*About this task:*
Keep only the lines that hold the string "function", filtering out the rest of the entries below.

*Record extracts:*

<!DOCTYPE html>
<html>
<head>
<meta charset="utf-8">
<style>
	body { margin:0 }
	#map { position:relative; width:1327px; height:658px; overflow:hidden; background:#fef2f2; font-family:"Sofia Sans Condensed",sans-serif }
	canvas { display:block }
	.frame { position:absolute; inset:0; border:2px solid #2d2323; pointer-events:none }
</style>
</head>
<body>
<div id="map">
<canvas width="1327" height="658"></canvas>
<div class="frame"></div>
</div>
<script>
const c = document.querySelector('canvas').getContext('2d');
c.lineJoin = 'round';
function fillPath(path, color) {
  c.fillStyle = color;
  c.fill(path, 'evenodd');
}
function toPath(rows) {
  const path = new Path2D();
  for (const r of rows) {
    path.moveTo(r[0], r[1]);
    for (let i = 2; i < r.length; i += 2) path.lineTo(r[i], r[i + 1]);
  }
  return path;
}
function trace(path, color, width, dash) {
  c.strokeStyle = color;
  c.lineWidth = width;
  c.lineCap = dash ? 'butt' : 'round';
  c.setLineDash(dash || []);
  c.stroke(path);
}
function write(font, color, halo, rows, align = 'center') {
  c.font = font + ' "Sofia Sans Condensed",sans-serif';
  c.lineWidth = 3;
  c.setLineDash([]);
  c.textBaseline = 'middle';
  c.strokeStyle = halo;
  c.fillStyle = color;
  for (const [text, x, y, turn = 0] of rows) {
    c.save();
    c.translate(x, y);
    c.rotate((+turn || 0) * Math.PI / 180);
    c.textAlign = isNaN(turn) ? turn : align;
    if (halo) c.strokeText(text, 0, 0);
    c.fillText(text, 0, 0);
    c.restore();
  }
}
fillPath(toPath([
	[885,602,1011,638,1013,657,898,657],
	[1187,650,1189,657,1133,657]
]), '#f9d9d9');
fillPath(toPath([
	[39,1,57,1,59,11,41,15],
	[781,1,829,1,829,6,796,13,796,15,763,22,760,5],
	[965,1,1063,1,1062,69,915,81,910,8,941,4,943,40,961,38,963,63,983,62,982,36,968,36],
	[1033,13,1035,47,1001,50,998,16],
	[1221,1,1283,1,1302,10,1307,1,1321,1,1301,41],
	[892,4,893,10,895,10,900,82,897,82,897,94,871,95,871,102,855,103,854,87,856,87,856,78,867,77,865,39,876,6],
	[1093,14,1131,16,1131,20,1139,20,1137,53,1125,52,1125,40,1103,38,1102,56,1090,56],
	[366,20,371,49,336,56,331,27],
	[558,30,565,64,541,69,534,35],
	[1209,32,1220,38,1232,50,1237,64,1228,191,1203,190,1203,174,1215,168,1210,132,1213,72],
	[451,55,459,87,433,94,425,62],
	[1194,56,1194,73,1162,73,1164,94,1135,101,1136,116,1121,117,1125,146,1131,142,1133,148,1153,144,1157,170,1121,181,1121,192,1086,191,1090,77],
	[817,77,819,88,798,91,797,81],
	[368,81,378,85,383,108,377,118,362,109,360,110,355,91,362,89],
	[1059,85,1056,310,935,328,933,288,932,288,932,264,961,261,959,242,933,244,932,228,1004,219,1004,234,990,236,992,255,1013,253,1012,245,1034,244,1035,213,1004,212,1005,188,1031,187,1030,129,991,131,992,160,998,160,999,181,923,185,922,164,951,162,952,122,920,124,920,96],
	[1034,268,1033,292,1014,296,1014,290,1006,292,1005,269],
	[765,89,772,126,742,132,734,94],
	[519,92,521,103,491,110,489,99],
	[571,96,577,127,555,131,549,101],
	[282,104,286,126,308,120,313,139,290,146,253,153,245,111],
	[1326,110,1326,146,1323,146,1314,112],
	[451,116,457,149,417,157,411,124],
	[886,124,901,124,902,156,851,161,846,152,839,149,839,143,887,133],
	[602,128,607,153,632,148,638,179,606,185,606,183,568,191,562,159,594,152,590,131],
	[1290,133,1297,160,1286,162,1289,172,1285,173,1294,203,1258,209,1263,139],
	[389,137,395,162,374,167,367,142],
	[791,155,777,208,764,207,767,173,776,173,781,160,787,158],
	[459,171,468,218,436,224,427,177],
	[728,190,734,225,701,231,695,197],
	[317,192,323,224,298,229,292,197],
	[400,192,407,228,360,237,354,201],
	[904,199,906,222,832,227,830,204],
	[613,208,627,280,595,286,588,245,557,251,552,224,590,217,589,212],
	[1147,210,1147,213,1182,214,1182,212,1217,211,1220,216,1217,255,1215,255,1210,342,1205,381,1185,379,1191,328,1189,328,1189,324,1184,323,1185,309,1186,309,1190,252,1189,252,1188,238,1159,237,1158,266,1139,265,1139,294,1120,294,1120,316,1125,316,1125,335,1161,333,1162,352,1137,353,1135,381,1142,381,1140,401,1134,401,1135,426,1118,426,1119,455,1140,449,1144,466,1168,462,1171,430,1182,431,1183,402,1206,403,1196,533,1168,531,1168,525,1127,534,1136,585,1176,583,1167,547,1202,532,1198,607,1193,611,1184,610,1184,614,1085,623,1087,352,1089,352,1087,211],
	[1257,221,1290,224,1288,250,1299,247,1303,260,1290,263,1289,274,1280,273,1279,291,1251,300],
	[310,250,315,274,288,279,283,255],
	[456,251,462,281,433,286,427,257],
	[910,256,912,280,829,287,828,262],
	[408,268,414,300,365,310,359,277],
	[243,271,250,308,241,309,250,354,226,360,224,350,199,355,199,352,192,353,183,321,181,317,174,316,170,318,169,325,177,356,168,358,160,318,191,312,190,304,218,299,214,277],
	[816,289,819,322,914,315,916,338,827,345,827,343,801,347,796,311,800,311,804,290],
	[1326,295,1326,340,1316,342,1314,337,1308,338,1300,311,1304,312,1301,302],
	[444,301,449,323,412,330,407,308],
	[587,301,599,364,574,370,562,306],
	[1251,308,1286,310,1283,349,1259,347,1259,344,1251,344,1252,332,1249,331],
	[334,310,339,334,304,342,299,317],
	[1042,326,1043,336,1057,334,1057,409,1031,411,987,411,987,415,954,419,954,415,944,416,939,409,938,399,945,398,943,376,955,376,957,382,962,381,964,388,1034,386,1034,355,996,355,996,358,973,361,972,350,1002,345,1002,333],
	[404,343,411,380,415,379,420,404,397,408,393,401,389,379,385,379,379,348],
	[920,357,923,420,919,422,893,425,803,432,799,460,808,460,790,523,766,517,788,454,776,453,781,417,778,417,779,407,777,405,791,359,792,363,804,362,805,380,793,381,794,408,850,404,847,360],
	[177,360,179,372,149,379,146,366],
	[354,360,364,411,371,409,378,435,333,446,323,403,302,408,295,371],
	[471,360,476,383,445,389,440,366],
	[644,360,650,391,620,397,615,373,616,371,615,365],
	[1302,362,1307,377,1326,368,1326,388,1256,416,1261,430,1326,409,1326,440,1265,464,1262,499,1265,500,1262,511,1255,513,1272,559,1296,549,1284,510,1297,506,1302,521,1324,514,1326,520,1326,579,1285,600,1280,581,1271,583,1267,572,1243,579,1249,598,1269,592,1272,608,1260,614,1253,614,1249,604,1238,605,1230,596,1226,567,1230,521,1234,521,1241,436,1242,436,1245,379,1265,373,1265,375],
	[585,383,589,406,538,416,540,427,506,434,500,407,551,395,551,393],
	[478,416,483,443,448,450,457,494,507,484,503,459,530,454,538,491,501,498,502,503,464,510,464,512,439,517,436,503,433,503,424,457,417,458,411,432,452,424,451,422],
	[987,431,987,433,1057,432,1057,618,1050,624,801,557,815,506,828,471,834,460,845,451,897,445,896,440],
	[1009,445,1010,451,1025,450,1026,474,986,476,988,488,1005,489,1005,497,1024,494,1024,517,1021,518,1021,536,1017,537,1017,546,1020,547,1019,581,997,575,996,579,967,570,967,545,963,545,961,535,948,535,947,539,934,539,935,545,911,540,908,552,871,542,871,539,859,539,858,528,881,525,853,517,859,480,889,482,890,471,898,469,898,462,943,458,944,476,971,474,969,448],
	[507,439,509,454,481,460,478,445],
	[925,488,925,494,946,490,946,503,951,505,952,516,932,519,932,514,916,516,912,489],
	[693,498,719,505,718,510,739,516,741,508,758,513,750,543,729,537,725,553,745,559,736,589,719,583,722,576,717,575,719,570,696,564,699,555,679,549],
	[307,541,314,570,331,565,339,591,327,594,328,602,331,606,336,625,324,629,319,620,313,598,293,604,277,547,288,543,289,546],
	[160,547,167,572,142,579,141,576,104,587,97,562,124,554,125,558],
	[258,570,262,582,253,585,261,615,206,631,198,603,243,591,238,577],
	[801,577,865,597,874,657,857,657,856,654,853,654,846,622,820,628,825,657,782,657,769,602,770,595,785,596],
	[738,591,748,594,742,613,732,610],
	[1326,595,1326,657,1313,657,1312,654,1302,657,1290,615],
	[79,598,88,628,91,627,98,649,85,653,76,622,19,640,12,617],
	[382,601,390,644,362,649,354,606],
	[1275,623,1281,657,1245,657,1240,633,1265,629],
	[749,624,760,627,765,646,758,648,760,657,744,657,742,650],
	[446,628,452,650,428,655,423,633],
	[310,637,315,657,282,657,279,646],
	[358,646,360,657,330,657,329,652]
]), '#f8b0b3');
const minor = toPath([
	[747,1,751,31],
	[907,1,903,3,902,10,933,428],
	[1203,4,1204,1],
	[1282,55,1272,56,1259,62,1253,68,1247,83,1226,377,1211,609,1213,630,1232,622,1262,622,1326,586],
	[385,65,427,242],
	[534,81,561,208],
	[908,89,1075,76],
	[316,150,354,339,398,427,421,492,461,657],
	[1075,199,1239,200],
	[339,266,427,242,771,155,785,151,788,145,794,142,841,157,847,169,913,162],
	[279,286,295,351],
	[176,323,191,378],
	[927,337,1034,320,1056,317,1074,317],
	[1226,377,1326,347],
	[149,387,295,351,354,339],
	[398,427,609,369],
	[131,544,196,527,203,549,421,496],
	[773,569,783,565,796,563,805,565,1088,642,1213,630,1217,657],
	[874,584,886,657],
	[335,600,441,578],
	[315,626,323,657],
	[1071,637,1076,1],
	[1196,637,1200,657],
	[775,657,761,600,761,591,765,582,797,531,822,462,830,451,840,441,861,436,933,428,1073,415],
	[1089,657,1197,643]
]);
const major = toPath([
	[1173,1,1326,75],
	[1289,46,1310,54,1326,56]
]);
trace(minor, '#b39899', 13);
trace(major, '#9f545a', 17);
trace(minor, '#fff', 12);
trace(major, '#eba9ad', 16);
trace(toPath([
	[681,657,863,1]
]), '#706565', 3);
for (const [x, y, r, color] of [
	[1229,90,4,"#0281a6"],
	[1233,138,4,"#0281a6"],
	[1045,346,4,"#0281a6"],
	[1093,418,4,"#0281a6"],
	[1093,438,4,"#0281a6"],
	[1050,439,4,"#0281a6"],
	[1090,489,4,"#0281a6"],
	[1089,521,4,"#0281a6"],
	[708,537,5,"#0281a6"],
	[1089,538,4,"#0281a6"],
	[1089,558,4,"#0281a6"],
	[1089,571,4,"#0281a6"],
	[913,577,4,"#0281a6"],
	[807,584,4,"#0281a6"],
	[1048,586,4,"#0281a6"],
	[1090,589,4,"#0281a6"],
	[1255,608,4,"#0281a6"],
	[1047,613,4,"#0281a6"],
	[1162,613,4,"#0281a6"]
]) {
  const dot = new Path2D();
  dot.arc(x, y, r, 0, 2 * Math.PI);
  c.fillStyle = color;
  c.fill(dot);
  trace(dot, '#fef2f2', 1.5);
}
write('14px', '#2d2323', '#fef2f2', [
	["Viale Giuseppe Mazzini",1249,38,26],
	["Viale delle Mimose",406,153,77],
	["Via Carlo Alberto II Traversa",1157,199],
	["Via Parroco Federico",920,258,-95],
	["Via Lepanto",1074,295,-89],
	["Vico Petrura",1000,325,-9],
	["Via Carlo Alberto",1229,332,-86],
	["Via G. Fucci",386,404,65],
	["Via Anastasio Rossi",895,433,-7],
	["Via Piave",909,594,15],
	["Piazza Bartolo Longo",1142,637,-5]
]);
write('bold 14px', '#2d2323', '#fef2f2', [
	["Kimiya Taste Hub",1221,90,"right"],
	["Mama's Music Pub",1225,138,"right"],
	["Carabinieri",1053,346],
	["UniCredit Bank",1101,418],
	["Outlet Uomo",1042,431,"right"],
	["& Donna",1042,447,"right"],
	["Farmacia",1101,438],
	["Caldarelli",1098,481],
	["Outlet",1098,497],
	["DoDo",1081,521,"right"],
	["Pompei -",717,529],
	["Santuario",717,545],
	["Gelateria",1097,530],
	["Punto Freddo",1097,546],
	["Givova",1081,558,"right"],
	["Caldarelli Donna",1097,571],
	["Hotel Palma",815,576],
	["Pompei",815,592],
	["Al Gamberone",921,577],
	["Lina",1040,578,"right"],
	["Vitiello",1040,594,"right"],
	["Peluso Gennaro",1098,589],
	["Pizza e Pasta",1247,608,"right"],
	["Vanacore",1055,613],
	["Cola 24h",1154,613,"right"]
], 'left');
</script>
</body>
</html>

*Answer section:*
function fillPath(path, color) {
function toPath(rows) {
function trace(path, color, width, dash) {
function write(font, color, halo, rows, align = 'center') {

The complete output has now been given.